La follia e la superbia umana, la perdita di ogni controllo, di ogni realtà. Perché la follia stessa diventa normalità. L’immagine, i soldi…quanti…tanti. La New York che attira anche per questo dopotutto. La New York di facciata, ricca e perbene, la New York buona dove c’è da fare, dove gli affari nascono e crescono, dove un sogno diventa un’idea, e l’idea prestigio, e il prestigio… una suite di proprietà al Plaza.
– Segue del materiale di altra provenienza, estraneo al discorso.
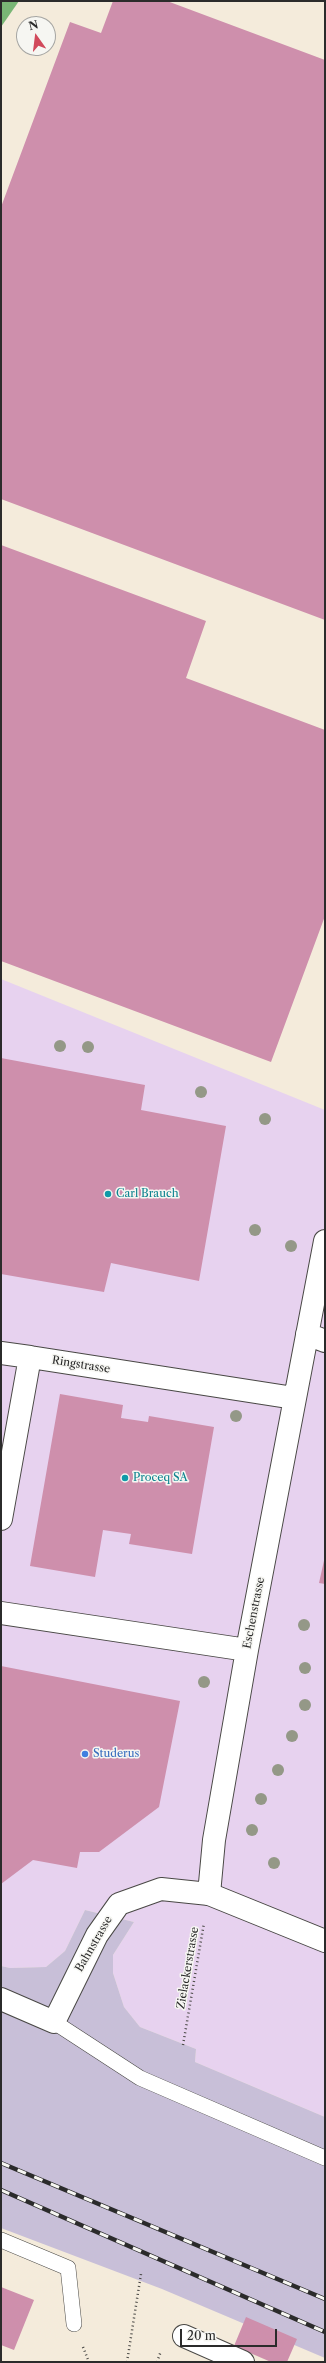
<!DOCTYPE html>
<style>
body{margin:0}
#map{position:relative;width:326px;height:2363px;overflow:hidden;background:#f4ebdb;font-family:"Libre Caslon Text",serif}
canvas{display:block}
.frame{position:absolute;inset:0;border:2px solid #2b2b2b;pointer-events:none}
.north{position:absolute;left:16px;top:16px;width:40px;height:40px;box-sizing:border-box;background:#f6f6f2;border:1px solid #a5a5a2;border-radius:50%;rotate:346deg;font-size:11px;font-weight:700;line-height:16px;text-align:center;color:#2b2b2b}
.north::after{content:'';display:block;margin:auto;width:14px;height:18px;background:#d1495b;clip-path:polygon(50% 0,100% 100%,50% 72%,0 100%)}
.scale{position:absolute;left:180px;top:2329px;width:97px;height:18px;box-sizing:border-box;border:2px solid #2b2b2b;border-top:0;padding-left:5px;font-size:12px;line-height:14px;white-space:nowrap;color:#2b2b2b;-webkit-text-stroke:3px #f6f6f2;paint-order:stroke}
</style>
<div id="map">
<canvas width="326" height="2363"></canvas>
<div class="frame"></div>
<div class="north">N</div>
<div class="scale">20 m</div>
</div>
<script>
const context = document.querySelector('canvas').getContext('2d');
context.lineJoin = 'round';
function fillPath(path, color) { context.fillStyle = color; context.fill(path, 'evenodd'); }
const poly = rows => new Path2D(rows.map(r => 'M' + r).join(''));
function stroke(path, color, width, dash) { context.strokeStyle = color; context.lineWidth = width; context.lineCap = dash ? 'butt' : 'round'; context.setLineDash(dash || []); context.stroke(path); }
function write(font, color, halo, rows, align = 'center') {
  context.font = font + ' "Libre Caslon Text",serif'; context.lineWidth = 3; context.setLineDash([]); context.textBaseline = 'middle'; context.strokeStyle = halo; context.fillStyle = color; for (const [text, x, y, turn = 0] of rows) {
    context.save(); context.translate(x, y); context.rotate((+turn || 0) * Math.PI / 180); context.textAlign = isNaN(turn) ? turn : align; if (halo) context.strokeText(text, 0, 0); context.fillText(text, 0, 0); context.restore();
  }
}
fillPath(poly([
 [1,979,325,1110,325,2117,195,2062,196,2049,140,2027,124,2007,113,1973,113,1955,134,1922,85,1910,65,1951,46,1967,10,1968,1,1966]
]), '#e7d2ef');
fillPath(poly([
 [85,1910,134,1922,113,1955,113,1973,124,2007,140,2027,196,2049,195,2062,325,2117,325,2358,162,2289,1,2228,1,1966,10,1968,46,1967,65,1951]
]), '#c8bfd8');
fillPath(poly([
 [1,1,19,1,1,27]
]), '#79b675');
fillPath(poly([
 [113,1,167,1,325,60,325,620,1,499,1,207,70,22,101,33],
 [1,545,206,621,186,678,325,730,325,916,271,1062,1,961],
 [1,1058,145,1085,141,1110,226,1126,199,1281,111,1263,104,1292,1,1274],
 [60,1394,123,1405,121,1418,148,1422,149,1416,214,1427,192,1554,129,1544,131,1534,103,1530,95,1577,30,1566],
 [325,1556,325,1584,319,1583],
 [1,1666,180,1701,159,1807,99,1852,80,1852,77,1868,33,1860,1,1884],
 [1,2287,34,2300,14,2350,1,2345],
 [246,2317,297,2339,287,2362,271,2362,234,2346]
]), '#ce8fac');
const lane = poly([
 [54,2022,140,2078,325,2158],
 [1,2240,68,2268,74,2324]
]);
const street = poly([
 [307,1334,325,1341],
 [1,1353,30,1357],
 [1,1519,30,1357,294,1398],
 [1,1613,247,1650],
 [1,1999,54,2022,97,1935,119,1904,161,1889,209,1894,214,1840,247,1650,325,1241],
 [184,2336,243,2362]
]);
const secondary = poly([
 [209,1894,325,1941]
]);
stroke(lane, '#494845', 16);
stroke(street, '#494845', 24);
stroke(secondary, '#494845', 24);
stroke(poly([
 [183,2045,204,1923],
 [83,2347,89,2362],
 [127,2362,141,2274],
 [157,2362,161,2351]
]), '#494845', 2.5, [1, 3]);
stroke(lane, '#fff', 15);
stroke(street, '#fff', 22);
stroke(secondary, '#fff', 22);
const rail = poly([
 [1,2163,325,2299],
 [1,2190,325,2332]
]);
stroke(rail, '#2b2b2b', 4.5);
stroke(rail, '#f6f6f2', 3, [9]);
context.fillStyle = '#949887';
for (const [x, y] of [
 [60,1046],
 [88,1047],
 [201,1092],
 [265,1119],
 [255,1230],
 [291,1246],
 [236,1416],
 [304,1625],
 [305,1668],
 [204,1682],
 [305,1705],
 [292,1736],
 [278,1770],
 [261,1799],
 [252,1830],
 [274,1863]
]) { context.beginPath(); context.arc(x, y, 6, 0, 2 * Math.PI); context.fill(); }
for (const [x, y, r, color] of [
 [108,1194,4,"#0f9aa8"],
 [125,1478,4,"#0f9aa8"],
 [85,1754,4,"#3f7fe0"]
]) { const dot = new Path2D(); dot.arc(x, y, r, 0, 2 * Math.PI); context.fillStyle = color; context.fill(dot); stroke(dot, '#f6f6f2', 1.5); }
write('11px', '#0d838f', '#f6f6f2', [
 ["Carl Brauch",116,1194],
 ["Proceq SA",133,1478]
], 'left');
write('11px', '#2b2b2b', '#f6f6f2', [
 ["Ringstrasse",81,1365,9],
 ["Eschenstrasse",254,1613,-79],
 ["Bahnstrasse",94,1944,-60],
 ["Zielackerstrasse",188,1968,-80]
]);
write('11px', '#366cbe', '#f6f6f2', [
 ["Studerus",93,1754]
], 'left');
</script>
La New York che fa girare il mondo.

Back soon, again.





domenica 9 agosto 2009

Perchè "My best"

Riflettevo sul perchè di questo blog.. sul perchè l'ho chiamato così.
"do your best" è la frase che in assoluto credo di essermi sentita ripetere più volte nel corso della vita. "Fai del tuo meglio" sempre. Che poi ti amiamo lo stesso se non prendi il massimo dei voti, se non arrivi prima alle gare della scuola sport barilla...però... tu fai del tuo meglio, e poi andrà bene.
Ansie da prestazione infantili, competizioni e confronti dall'età della coscienza in poi. Ma non è poi stato così tremendo perchè alla fine erano stati sinceri a dirmi che mi avrebbero amata lo stesso perchè è andata davvero così. Ho avuto genitori indubbiamente onesti, il che mi rendo conto non è che l'ennesima delle tante fortune che ho avuto. Il dubbio è: avrò davvero fatto del mio meglio?
Autorisposte affermative a giorni alterni, crisi d'identità a cadenza trimestrale, un buon lavoro, stress a volte eccessivo. Lavori in corso in casa, una vita a due in costruzione, sguardo rivolto al futuro, un pensiero a tutto quello che mi ha portata qui, tanta voglia di vedere dove porta questa strada.
Quante come me... apparenti vite normali fatte di scelte condivise e accettate dalla pubblica opinione. Scelte di vita che non fanno notizia, anzi farebbe specie se non ci fossero. Eppure, assicuro, ci vuole un gran coraggio. Farò del mio meglio!